In the second line of the couplet, he ventures to explain the same. “katra pin” – “after learning” – what is to be done? Any piece of knowledge is of no use if it is not put into use. However, how does one use the knowledge gained, depends on certain personal choices as well as social compulsions and expectations. Because of any fear or hesitation or reservation, one cannot go into a ‘mute mode’ after learning. There are certain obligations to the learner to discharge, in terms of one’s gratitude to the society which has facilitated this human empowerment. The entire course of life has to reflect the wisdom of one’s learning. The learning should help the learner to be a part of a creative community, to create for the needs of the future,
So, what does one do after learning?
“Nirkka” meaning “stand” – position yourself, says the poet. The position a learner designs, articulates and awards oneself should reflect the wisdom, the maturity, the experience and the information one has acquired during his long journey of learning. Instead of saying, what are the things one should do subsequent to learning, the poet again gives the responsibility to the learner. One must learn how to position oneself and this calls for a high degree of social consciousness, skills in relationship management, a deep insight into one’s operational geography and one’s own desire and direction for further growth.
In a world which is increasingly consumerist, where cutting edge competition matters, where people would like to seek and acquire positions whether one deserves it or not, where people would like to misuse, abuse and profuse through positions in which they are placed, the words of Thiruvalluvar have a powerful message. He says “atharkkuth thaga” – meaning “appropriate to the learning one has got”. In other words, if one is not going to reflect ethics, life skills, wisdom, maturity and intellectual and emotional skills one has acquired through learning, then the entire exercise of learning becomes useless, irrelevant and unproductive.
In the entire exercise of the explanation of learning, the poet-saint does not talk of any achievement or reward as the goal or aim of learning. The definition distances itself from any competitive learning or comparison between individuals as a result of learning. Learning is a personal empowerment of a vibrant human being and the individual should seek to learn to understand the meaning of life both in the personal as well as universal context. The definition, thus, rejects the modern perspectives of learning, largely aimed at bread and butter aim, and on certification of learning through certain minimal.

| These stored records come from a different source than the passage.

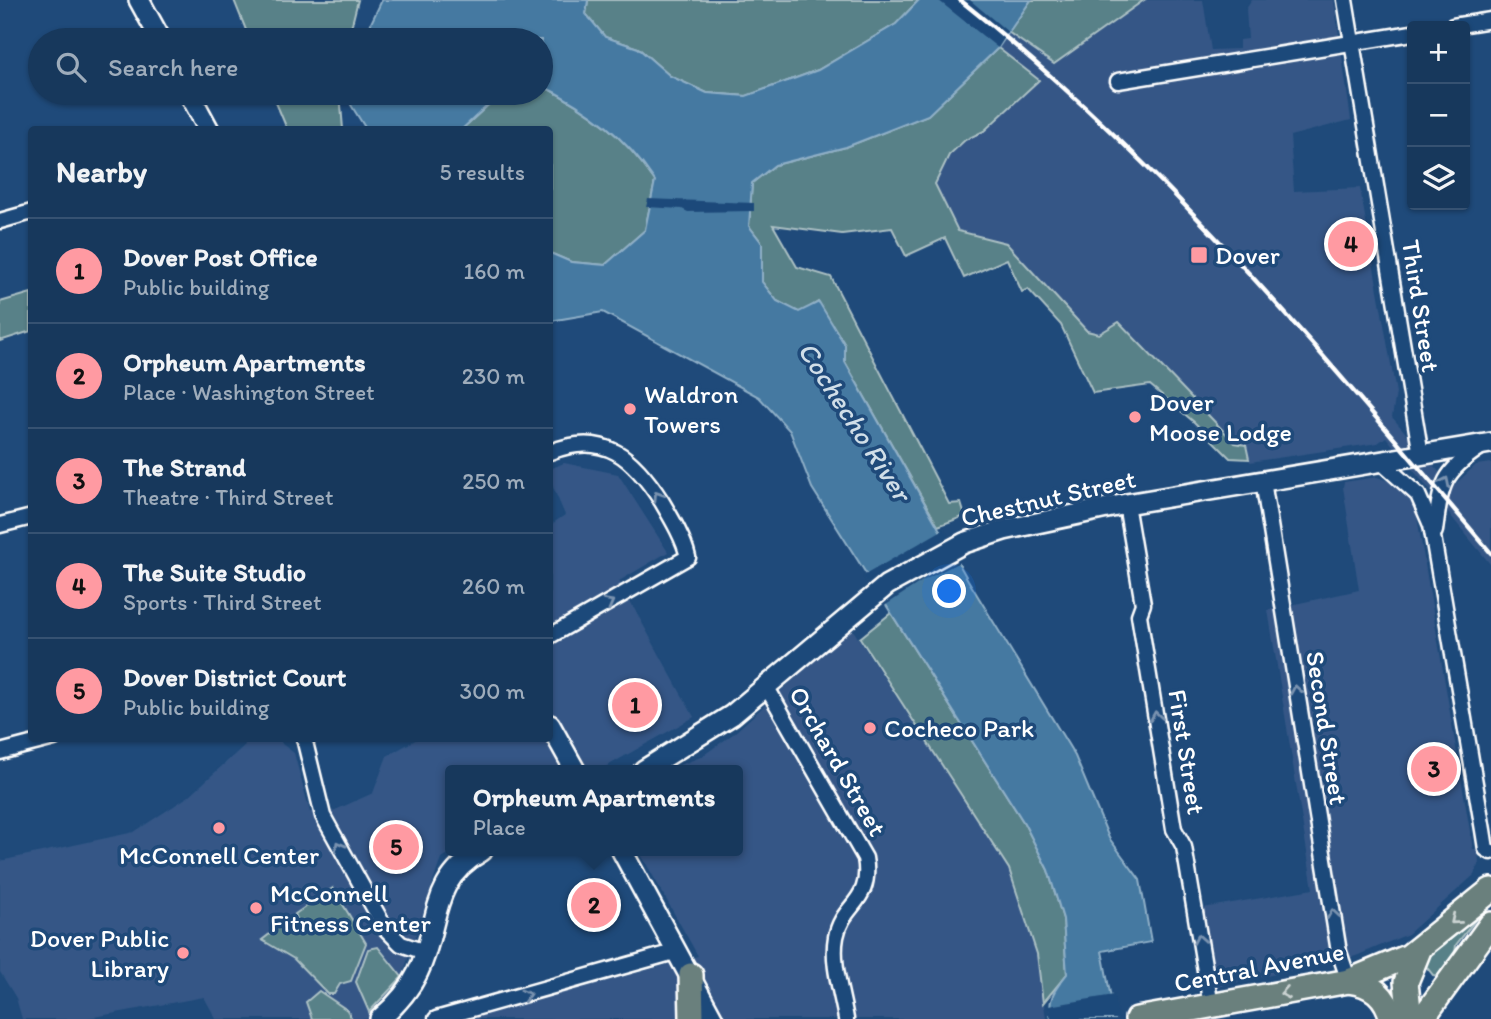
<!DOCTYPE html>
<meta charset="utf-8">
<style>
:root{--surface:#17385c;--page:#203f62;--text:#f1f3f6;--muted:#9eacbb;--line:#365272;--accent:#ff9aa2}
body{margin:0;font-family:Itim,sans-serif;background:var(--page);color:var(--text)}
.controls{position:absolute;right:21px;top:21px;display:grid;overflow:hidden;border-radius:7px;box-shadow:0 2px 5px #0004}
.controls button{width:63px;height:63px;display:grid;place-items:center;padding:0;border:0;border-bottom:2px solid var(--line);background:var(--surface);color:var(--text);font:35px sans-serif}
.you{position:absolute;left:950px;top:592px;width:24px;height:24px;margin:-18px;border:5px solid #fff;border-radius:50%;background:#1a73e8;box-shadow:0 0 0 10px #1a73e833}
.badge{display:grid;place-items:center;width:46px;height:46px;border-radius:50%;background:var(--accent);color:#111;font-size:23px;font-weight:700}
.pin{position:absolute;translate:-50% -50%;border:4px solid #fff;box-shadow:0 2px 7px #0006}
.popup{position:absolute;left:445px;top:765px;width:298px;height:91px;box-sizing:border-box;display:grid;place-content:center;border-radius:7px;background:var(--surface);filter:drop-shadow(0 2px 5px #0005);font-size:23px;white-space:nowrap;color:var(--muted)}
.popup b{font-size:26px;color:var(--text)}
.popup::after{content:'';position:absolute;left:50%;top:100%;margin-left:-14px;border:14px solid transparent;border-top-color:var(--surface)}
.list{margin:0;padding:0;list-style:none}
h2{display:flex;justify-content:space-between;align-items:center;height:91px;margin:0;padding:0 28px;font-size:30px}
h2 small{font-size:23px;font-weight:400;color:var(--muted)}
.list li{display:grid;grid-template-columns:46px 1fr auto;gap:21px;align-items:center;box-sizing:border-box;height:105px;padding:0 28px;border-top:2px solid var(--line)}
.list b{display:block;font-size:26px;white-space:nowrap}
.list p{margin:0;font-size:23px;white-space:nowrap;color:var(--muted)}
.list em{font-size:23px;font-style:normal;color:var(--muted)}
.icon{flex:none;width:38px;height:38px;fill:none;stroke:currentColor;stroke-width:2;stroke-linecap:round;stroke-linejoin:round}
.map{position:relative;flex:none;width:1491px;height:1019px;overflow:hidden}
.search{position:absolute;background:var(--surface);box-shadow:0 2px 5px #0004;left:28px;top:28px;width:525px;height:77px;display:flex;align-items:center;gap:18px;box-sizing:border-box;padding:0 24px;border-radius:38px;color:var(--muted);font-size:26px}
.panel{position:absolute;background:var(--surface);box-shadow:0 2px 5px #0004;left:28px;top:126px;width:525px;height:616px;border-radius:7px}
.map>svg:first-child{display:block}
.built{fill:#345786}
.green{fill:#588188;stroke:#acc0c4;stroke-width:2}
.water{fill:#4479a1;stroke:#8fafc7;stroke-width:2}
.pier{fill:#1f4a7a}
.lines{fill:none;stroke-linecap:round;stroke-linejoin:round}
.minor-casing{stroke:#fff;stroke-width:19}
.tertiary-casing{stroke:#fff;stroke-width:24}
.primary-casing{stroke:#fff;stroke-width:28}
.minor{stroke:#1f4a7a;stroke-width:14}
.tertiary{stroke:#1f4a7a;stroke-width:19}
.primary{stroke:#6a807d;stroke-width:23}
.rail{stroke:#fff;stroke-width:4.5}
.oneway{stroke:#7992af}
.oneway2{stroke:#cbd3d2}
.poi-dot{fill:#ff9aa2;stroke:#1f4a7a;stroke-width:2.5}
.labels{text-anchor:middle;stroke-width:7;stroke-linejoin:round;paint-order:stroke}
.poi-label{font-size:26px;fill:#fff;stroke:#1f4a7a;text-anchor:start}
.street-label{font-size:26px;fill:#fff;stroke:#1f4a7a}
.water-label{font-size:28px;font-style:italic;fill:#d0dee8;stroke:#1f4a7a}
</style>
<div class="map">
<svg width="1491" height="1019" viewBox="0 0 1491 1019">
<rect width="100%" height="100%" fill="#1f4a7a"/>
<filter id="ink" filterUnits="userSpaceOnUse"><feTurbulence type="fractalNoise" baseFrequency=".0143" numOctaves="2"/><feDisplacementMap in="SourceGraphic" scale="14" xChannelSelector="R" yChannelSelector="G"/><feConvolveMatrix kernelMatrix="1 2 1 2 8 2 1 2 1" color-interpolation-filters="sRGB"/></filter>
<g filter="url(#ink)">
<g class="built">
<path d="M1144 0H1203L1211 50 1239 49V40L1248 39 1246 9 1252 0H1334L1351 120 1290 136 1294 191 1360 188 1396 393 1392 417 1452 487 1476 465 1491 463V565L1386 437 1378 443 1250 462 1246 445 1235 443 1120 323 1099 334 1087 331 1006 243 958 231 934 184 949 155 965 139 984 131 1038 80 998 48 1008 32 1054 64Z"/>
<path d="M564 463 618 474 668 552 619 581 694 717 600 770H450V851H455L441 858 402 977 416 993 394 1019H216L204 997 83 1019H22L16 998 0 972V861L134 832 189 796 245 745 243 739H280L282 744 294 753 310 812 333 811 373 793 387 756 417 739 550 738V525L565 515 550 480V469Z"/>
<path d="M1377 477 1397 484 1409 496 1416 511 1473 849H1478L1479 863 1474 875 1408 934 1356 956 1217 987 1203 908 1313 889 1268 610 1359 590 1343 487 1344 482Z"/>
<path d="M851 627 1009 869 1037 954 1046 1019H469L698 956 639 851H738V770H666L701 757 733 734Z"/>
</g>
<g class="green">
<path d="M234 0H358L348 40H250Z"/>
<path d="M588 0H919L896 24 818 70 747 96 707 93 670 76 638 48 605 37 586 14Z"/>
<path d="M1031 0H1144L1054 64 1008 32Z"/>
<path d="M998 48 1039 80 984 131 965 140 949 155 935 184 958 231 1006 243 1087 331 1099 334 1119 322 1235 443 1246 445 1249 459 1230 458 1194 422 1150 385 1093 393 1061 325 1028 289 1022 292 1007 259 964 278 945 238 906 256 892 228 842 234 773 225 797 267 831 277 949 504 961 503 965 516 938 526 845 362V345L818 302 800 313 777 301 762 282V243L749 226 752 183 775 165 846 147 928 115Z"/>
<path d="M541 85C590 110 624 135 655 181L645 230 605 265 571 262 550 253V130H461L498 96 541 93Z"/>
<path d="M272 93H340L343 129H287Z"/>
<path d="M31 293V331L0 341V302Z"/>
<path d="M891 613 1024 823 1048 870 1063 919 1067 974 1043 1003 1037 954 1009 869 860 638Z"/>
<path d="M333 888 366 943 351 981 340 984 334 994H328L294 959 262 940 288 920 297 928 300 926 295 914Z"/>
<path d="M1483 910 1456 945 1454 962 1442 977 1433 975 1425 965 1427 955Z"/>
<path d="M378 947 402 977 369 1012 356 982 368 949Z"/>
<path d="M319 991 347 1010 352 1019H312L306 1002Z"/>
</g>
<g class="water">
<path d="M382 0H588L586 14 605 37 638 48 670 76 707 93 746 96 818 70 896 24 919 0H1031L998 48 928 115 846 147 775 165 752 183 749 226 762 243V282L777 301 799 312 819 302 845 345V362L968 580 1075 756 1109 838 1140 880 1151 942 1102 951 1115 1019H1051C1047 999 1055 989 1067 974L1063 919 1048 870 1024 823 812 488 790 431 759 397 603 312 550 321V253L571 262 605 265 645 230 655 181C624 135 590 110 541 85V40H363Z"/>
<path d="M352 93H508L498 96 461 130 366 129 351 105Z"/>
</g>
<g class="pier">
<path d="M938 0H970L1008 32 998 48Z"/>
<path d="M648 199 754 203V211L688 212 682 209 646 207Z"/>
<path d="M944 529 962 561 922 581 883 607 863 576Z"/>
<path d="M1114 995 1119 1019H1051L1048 1006Z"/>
</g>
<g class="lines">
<g class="minor-casing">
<g id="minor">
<path d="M1345 0 1421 455"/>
<path d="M1453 26 1491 20"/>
<path d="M1118 81 1412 33"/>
<path d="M0 221 32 212"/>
<path d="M550 452C605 430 634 458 662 502 672 519 684 539 688 557L550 636"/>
<path d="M1381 462 1418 495 1431 525 1483 830 1486 849 1491 852"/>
<path d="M1263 481 1339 952 1349 981"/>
<path d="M1126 504 1143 604 1139 615 1174 829 1184 847 1211 1006"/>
<path d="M0 525 32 517"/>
<path d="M1435 531C1441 486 1441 473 1481 447"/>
<path d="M766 686 865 858C873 903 842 903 836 937 831 963 842 994 846 1019"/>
<path d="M304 738 323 816 385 928 401 944 425 952"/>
<path d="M0 752 54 738"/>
<path d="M436 1019 678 951"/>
</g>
</g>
<g class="tertiary-casing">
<g id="tertiary">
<path d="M139 0 161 40"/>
<path d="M189 93 209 130"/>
<path d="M550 725 575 770"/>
<path d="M644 770 732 715 887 585 964 543 1004 530 1126 504 1491 443"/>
<path d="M622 851 713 1019"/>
<path d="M380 1019C395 1006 409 991 418 972 441 925 427 882 482 851"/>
</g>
</g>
<g class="primary-casing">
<g id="primary">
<path d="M691 975 692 1019"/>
<path d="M1349 981C1372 984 1386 995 1392 1019"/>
<path d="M1137 1019 1349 981 1409 956 1491 890"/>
<path d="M1410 1019 1406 982 1419 950"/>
<path d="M1422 1019 1491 924"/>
</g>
</g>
<use href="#minor" class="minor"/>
<use href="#tertiary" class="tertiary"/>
<use href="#primary" class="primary"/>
<path class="rail" d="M960 0C1162 159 1326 358 1491 553"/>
</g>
<defs><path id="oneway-chevron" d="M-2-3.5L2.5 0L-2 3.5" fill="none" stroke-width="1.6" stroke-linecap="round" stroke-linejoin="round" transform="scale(1.75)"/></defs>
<g class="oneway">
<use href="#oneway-chevron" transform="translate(1445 482) rotate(-64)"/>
<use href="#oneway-chevron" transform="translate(658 496) rotate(-123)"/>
<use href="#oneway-chevron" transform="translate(609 603) rotate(-29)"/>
<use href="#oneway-chevron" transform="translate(1296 690) rotate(-99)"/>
<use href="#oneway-chevron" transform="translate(1156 716) rotate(-99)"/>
<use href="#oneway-chevron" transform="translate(339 846) rotate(-119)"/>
<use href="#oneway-chevron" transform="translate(1333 914) rotate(-99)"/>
<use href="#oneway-chevron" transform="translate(1199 939) rotate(-100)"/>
<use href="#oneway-chevron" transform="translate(526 995) rotate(-16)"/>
</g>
<g class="oneway2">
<use href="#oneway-chevron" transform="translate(1455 920) rotate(140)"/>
<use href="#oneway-chevron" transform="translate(1285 993) rotate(170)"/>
</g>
</g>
<g class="poi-dot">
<rect x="1190" y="246" width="18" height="18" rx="3.5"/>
<circle cx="630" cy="409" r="7"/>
<circle cx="1135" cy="417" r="7"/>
<circle cx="870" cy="728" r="7"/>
<circle cx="219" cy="828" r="7"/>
<circle cx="256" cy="908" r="7"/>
<circle cx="183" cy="953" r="7"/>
</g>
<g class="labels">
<g class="poi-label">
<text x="1215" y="264">Dover</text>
<text x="644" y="403">Waldron<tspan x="644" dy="30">Towers</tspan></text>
<text x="1149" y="411">Dover<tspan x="1149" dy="30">Moose Lodge</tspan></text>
<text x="884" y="737">Cocheco Park</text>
<text x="219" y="864" text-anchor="middle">McConnell Center</text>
<text x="270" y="902">McConnell<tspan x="270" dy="30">Fitness Center</tspan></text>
<text x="169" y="947" text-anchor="end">Dover Public<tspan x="169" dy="30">Library</tspan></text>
</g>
<g class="street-label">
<text transform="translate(1421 306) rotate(81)" y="9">Third Street</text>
<text transform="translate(1048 498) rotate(-13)" y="9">Chestnut Street</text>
<text transform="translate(1327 728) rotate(81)" y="9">Second Street</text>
<text transform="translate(1187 752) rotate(81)" y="9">First Street</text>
<text transform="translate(838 761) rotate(60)" y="9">Orchard Street</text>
<text transform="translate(1259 967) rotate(-11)" y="9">Central Avenue</text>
</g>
<g class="water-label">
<text transform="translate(855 421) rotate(57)" y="10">Cochecho River</text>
</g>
</g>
</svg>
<div class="controls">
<button>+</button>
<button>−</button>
<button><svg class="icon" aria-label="layers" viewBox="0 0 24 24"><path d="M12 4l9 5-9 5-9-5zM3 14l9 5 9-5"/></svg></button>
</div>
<div class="you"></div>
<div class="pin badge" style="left:635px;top:705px">1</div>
<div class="pin badge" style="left:594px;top:905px">2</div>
<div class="popup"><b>Orpheum Apartments</b>Place</div>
<div class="pin badge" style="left:1434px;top:769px">3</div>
<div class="pin badge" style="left:1351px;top:244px">4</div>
<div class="pin badge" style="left:396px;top:847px">5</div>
<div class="search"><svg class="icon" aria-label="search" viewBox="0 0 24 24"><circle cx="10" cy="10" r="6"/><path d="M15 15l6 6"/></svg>Search here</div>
<section class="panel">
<h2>Nearby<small>5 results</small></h2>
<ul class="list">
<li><span class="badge">1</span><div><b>Dover Post Office</b><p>Public building</p></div><em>160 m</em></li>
<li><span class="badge">2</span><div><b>Orpheum Apartments</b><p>Place · Washington Street</p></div><em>230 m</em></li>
<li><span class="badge">3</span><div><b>The Strand</b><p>Theatre · Third Street</p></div><em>250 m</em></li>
<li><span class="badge">4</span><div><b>The Suite Studio</b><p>Sports · Third Street</p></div><em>260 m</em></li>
<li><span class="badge">5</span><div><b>Dover District Court</b><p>Public building</p></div><em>300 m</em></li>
</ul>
</section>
</div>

Through a small couplet (Kural), Thiruvalluvar, has been able to focus on several of the established philosophies and concepts deliberated in the current and the past century. Further, the Kural, also both directly and indirectly refers to all the four pillars of learning postulated for the 21st century by UNESCO in its document ‘Learning: The Treasure Within” – “Learning to Know; Learning to Do: Learning to get Together; Learning to Be.” Certainly, this Thirukkural focuses on – the need for knowledge, the process of acquisition of knowledge, the authenticity of knowledge, the action born out of knowledge, the positioning of the learner subsequent to knowledge acquisition in a social set up and learning to celebrate the self.